Handshaking was first introduced to China at the beginning of the 20th century, at the end of the Qing dynasty. Although it is now popular in urban areas, it is still not in common usage in the Chinese countryside. There, more often people will greet each other with a nod or a slight bow.
Long ago, when Chinese people met or parted, they would bow to each other and cup their hands left over right, moving them up and down several times in front of the chest as a sign of reverence. In Han China the kowtow, which consisted of kneeling and touching the forehead to the ground, was widely used as the way to show one’s deepest respect to elders, superiors, and especially the emperor. But since the collapse of Imperial China this greeting has fallen out of use.
Ni hao literally means ‘are you well?’Another polite way to greet someone and simultaneously ask them if they are well is to ask if they have eaten: Ni chi fan le ma? This greeting stems from the tradition of never letting a person go hungry; if they were hungry you would offer them a meal. Today this question is used simply as another form of ‘How are you?’ The reply Chi le, ‘I have eaten’, is now equivalent to saying ‘I’m fine.’

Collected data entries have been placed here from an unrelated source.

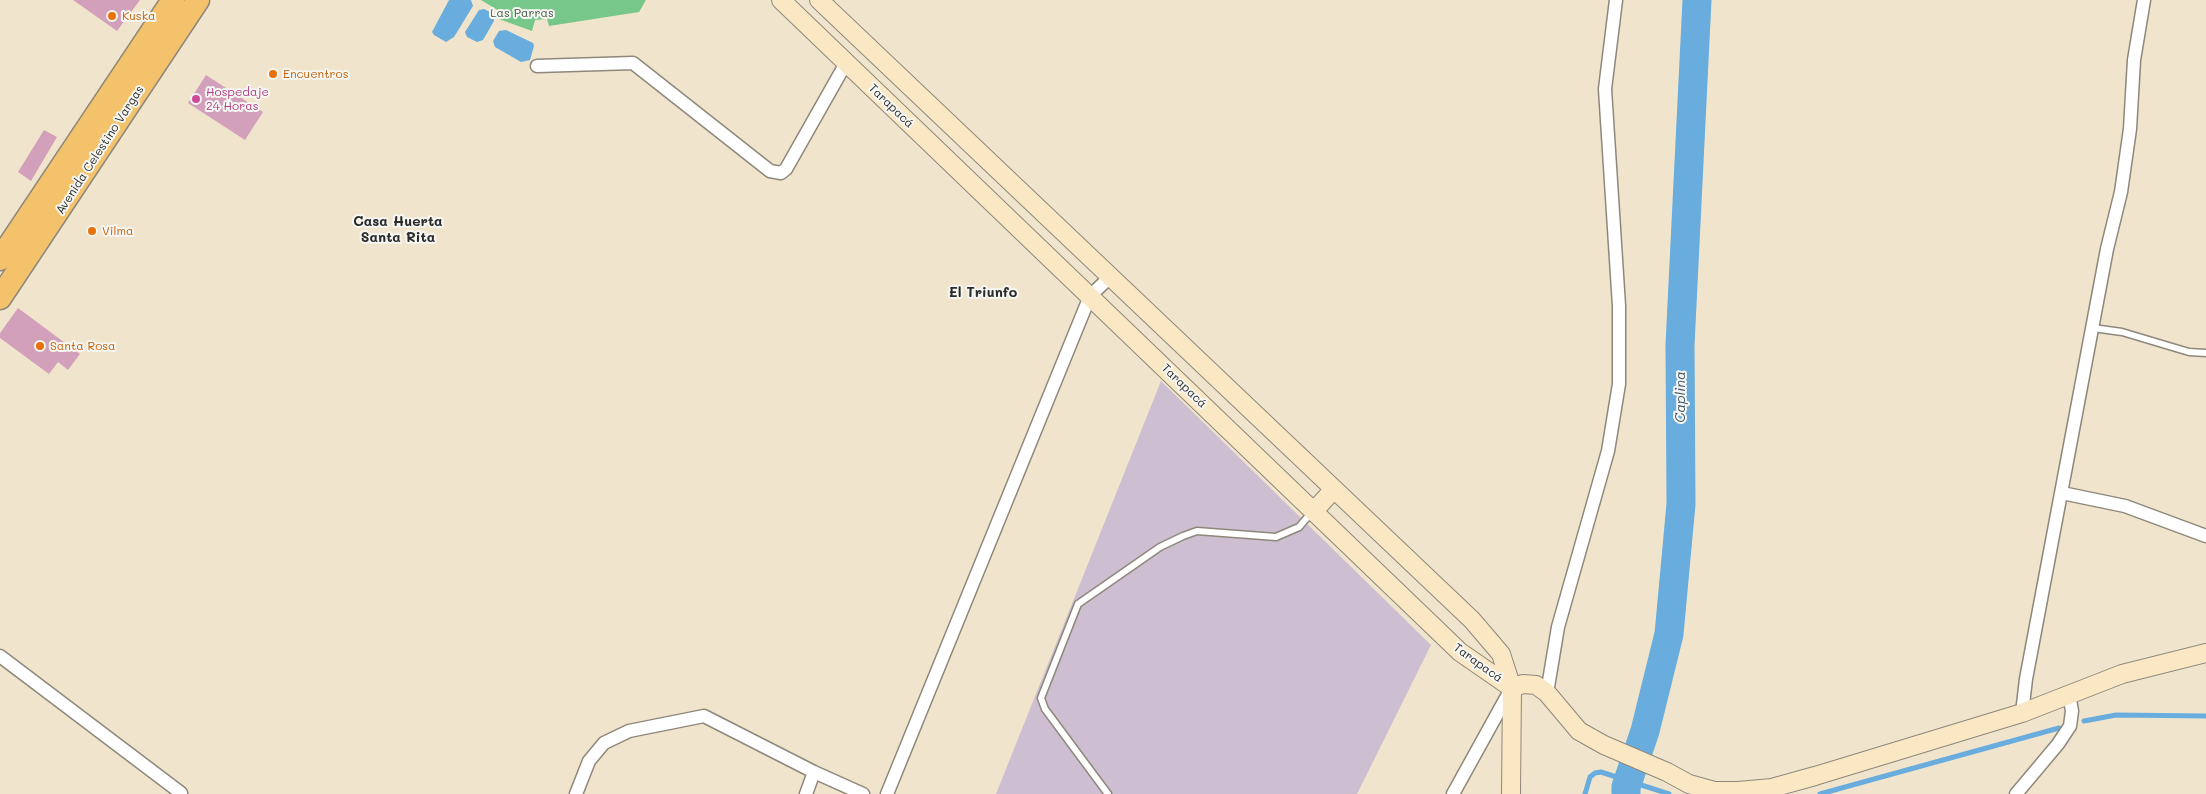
<!DOCTYPE html>
<html>
<head>
<meta charset="utf-8">
<style>
  body { margin:0 }
  canvas { display:block; background:#f0e5cc }
</style>
</head>
<body>
<canvas width="2206" height="794"></canvas>
<script>
const context = document.querySelector('canvas').getContext('2d');
context.lineJoin = 'round';
function fill(path, color) {
  context.fillStyle = color;
  context.fill(path, 'evenodd');
}
function toPath(rows) {
  const path = new Path2D();
  for (const r of rows) {
    path.moveTo(r[0], r[1]);
    for (let i = 2; i < r.length; i += 2) path.lineTo(r[i], r[i + 1]);
  }
  return path;
}
function strokePath(path, color, width, dash) {
  context.strokeStyle = color;
  context.lineWidth = width;
  context.lineCap = dash ? 'butt' : 'round';
  context.setLineDash(dash || []);
  context.stroke(path);
}
function write(font, color, halo, rows, align = 'center') {
  context.font = font + ' Mali,sans-serif';
  context.lineWidth = 4;
  context.setLineDash([]);
  context.textBaseline = 'middle';
  context.strokeStyle = halo;
  context.fillStyle = color;
  for (const [text, x, y, turn = 0] of rows) {
    context.save();
    context.translate(x, y);
    context.rotate((+turn || 0) * Math.PI / 180);
    context.textAlign = isNaN(turn) ? turn : align;
    if (halo) context.strokeText(text, 0, 0);
    context.fillText(text, 0, 0);
    context.restore();
  }
}
fill(toPath([
  [1161,381,1431,645,1357,794,996,794]
]), '#cebed2');
fill(toPath([
  [481,0,646,0,639,12,549,26,547,19,535,20,532,31,499,19,499,11]
]), '#76c789');
fill(toPath([
  [449,0,471,0,473,6,454,37,446,42,434,35,432,32],
  [484,9,492,13,494,21,483,40,477,42,467,37,465,32,479,10],
  [506,30,533,43,534,46,530,60,521,62,495,47,493,41,499,31]
]), '#69acde');
strokePath(toPath([
  [2084,721,2116,715,2206,716],
  [1585,794,1590,777,1595,773,1601,772,1669,794],
  [1820,794,2059,728]
]), '#69acde', 5);
strokePath(toPath([
  [1626,794,1626,787,1645,731,1669,634,1681,504,1680,345,1697,0]
]), '#69acde', 29);
fill(toPath([
  [73,0,140,0,117,31],
  [206,75,263,112,245,140,188,103],
  [44,130,57,137,31,181,18,172],
  [18,308,80,354,68,370,58,362,49,374,0,338,0,333]
]), '#d3a0bb');
const lane = toPath([
  [2093,328,2122,332,2189,352,2206,353],
  [1108,794,1045,709,1041,698,1078,604,1160,547,1183,536,1197,531,1276,537,1299,527,1312,512]
]);
const street = toPath([
  [537,66,633,63,770,171,781,173,786,169,846,63],
  [2062,493,2125,506,2206,536],
  [0,656,181,793],
  [1547,693,1558,627,1608,451,1619,384,1619,306,1605,89,1616,0],
  [2022,713,2026,679,2107,249,2121,192,2130,129,2134,60,2144,0],
  [576,794,589,761,604,743,629,731,704,716,814,772,863,794],
  [806,794,814,772],
  [887,794,1090,296,1110,277],
  [1453,794,1511,689],
  [2016,794,2058,744,2070,726,2072,711,2069,694]
]);
const secondary = toPath([
  [781,0,1460,652,1512,688],
  [819,0,1472,620,1501,654,1512,688,1511,794],
  [1314,511,1334,489],
  [1512,688,1523,684,1536,685,1547,693,1579,731,1604,745,1667,772,1689,784,1714,791,1738,791,1772,788,1815,776,2022,713,2122,674,2206,653]
]);
const highway = toPath([
  [0,259,173,0],
  [0,298,198,0]
]);
strokePath(lane, '#8e887c', 9);
strokePath(street, '#8e887c', 15);
strokePath(secondary, '#8e887c', 20);
strokePath(highway, '#8e887c', 25);
strokePath(lane, '#fff', 6);
strokePath(street, '#fff', 12);
strokePath(secondary, '#fae7c3', 18);
strokePath(highway, '#f3c26a', 22);
for (const [x, y, r, color] of [
  [112,16,5,"#e8710a"],
  [273,74,5,"#e8710a"],
  [196,99,5,"#d1479c"],
  [92,231,5,"#e8710a"],
  [40,346,5,"#e8710a"]
]) {
  const dot = new Path2D();
  dot.arc(x, y, r, 0, 2 * Math.PI);
  context.fillStyle = color;
  context.fill(dot);
  strokePath(dot, '#f6f6f2', 2);
}
write('12px', '#425a47', '#f6f6f2', [
  ["Las Parras",522,13]
]);
write('12px', '#c56008', '#f6f6f2', [
  ["Kuska",122,16],
  ["Encuentros",283,74],
  ["Vilma",102,231],
  ["Santa Rosa",50,346]
], 'left');
write('12px', '#b23c85', '#f6f6f2', [
  ["Hospedaje",206,92],
  ["24 Horas",206,106]
], 'left');
write('12px', '#2b2b2b', '#f6f6f2', [
  ["Tarapacá",891,106,44],
  ["Avenida Celestino Vargas",100,150,-57],
  ["Tarapacá",1184,386,44],
  ["Tarapacá",1478,663,36]
]);
write('bold 14px', '#2b2b2b', '#f6f6f2', [
  ["Casa Huerta",398,222],
  ["Santa Rita",398,238],
  ["El Triunfo",983,293]
]);
write('italic 14px', '#41586a', '#f6f6f2', [
  ["Caplina",1681,397,-90]
]);
</script>
</body>
</html>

In Europe, the strength of a handshake can make all the difference in making a good first impression: a very firm handshake is generally not appreciated, but a weak handshake can leave the impression that you have a weak character. In societies and clubs, members sometimes like to use secret handshakes, to show that they are ‘one of the gang’.
The custom of handshaking can be dated back to at least the 2nd century BC; soldiers can be seen shaking hands on reliefs from the acropolis of Pergamon in Asia Minor.